Dr. Loren Cordain in his book the Paleo Diet for Athletes recommends the consumption of sweet potato (yams) as an alternative for high GI foods, as they contain nutritional value while also holding the high glycemic index benefit often needed for athletes, is this a food source you often consume now following the paleo diet for this reason, and what other higher GI carbs do you integrate into your diet to assist in rising blood sugar levels when needed?
Yes I love my yams and sweet potatoes, and use those for those high volume training days. So much more flavour than potatoes anyway! I’ll eat them at dinner. Or as an after training food, I will mash some sweet potatoes with a little protein powder. Alternative foods that I consume that are higher on the GI side are banana’s, mangoes or pineapple.
What’s your favorite paleo recipe?
I guess the thing I like most about Paleo is the process of not using processed foods.

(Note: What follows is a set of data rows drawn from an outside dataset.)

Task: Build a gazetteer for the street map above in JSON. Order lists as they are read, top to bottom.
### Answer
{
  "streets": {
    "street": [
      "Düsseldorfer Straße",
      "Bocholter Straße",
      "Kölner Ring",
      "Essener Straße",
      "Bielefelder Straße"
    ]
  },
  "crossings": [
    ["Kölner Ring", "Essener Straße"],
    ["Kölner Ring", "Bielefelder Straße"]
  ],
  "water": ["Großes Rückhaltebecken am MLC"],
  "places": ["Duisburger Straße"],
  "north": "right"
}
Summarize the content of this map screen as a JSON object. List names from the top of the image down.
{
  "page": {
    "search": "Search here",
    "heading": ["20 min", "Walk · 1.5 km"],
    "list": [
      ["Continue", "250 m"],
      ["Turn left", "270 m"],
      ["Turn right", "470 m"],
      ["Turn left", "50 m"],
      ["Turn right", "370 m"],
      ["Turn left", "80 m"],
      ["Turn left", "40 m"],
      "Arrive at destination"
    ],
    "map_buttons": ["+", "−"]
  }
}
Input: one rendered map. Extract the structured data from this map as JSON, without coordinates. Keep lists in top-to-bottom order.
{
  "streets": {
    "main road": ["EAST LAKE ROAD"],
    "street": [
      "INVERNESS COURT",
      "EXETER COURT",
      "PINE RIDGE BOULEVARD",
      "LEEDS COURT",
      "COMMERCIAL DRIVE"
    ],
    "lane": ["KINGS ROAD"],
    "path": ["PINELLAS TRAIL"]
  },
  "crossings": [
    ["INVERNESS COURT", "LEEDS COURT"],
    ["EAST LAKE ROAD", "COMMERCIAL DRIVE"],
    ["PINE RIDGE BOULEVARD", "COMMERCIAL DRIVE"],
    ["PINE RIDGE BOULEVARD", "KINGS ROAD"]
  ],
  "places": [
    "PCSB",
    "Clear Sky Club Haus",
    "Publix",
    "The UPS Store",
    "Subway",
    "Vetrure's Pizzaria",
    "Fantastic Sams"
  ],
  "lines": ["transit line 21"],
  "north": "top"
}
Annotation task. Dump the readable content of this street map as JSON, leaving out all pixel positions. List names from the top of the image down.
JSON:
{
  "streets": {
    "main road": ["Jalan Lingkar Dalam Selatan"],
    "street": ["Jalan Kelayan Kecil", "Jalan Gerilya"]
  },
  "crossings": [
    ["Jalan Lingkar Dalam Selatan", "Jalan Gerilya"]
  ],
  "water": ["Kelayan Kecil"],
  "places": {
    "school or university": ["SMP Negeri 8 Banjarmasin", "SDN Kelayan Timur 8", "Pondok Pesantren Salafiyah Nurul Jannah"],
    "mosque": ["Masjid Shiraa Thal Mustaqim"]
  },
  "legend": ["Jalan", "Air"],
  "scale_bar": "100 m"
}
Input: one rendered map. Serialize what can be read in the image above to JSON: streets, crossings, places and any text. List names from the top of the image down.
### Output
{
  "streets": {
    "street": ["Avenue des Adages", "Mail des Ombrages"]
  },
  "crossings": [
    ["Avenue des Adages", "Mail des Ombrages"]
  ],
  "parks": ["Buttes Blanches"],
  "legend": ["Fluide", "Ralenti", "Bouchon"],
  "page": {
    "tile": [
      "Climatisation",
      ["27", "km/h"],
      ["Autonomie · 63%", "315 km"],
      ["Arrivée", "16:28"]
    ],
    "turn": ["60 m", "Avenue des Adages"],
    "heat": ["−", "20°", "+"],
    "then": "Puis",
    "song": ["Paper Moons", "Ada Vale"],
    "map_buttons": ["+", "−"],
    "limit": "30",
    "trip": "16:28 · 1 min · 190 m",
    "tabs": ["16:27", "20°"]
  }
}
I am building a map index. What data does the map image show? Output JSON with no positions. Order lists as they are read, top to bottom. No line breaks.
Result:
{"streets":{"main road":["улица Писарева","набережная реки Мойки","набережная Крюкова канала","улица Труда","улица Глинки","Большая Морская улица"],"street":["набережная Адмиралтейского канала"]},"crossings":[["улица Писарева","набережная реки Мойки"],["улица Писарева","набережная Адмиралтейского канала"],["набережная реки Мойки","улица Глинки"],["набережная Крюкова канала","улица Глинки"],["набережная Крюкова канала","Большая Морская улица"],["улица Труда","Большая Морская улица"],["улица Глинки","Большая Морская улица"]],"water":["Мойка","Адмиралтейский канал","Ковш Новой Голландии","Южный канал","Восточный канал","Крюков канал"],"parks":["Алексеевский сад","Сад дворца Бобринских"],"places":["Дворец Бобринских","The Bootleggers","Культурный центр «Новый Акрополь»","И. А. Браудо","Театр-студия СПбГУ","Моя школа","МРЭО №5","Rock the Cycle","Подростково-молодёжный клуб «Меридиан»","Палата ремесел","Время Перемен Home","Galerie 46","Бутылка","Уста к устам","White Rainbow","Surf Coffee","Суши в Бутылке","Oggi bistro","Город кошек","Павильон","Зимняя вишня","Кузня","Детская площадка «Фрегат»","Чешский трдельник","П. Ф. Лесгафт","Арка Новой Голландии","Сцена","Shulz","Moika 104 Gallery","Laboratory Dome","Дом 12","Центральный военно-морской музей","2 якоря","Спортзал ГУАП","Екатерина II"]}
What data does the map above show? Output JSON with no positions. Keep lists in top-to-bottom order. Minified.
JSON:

Meaning I can start with a recipe, but I always start changing and mixing it. And I enjoy taking regular recipes and changing them to be Paleo with appropriate substitutions. So I can’t say there is one recipe I prefer, because all my cookings and bakings have become a process that I’m so involved in and its ever changing.
I think this is part of the magic of Paleo because like our bushmen ancestors who were very much involved in all the steps before simply consuming, I feel more connected to my ingredients when making food this way.
You are currently training really hard to qualify for the 2012 Olympic Games, I wish you all the best!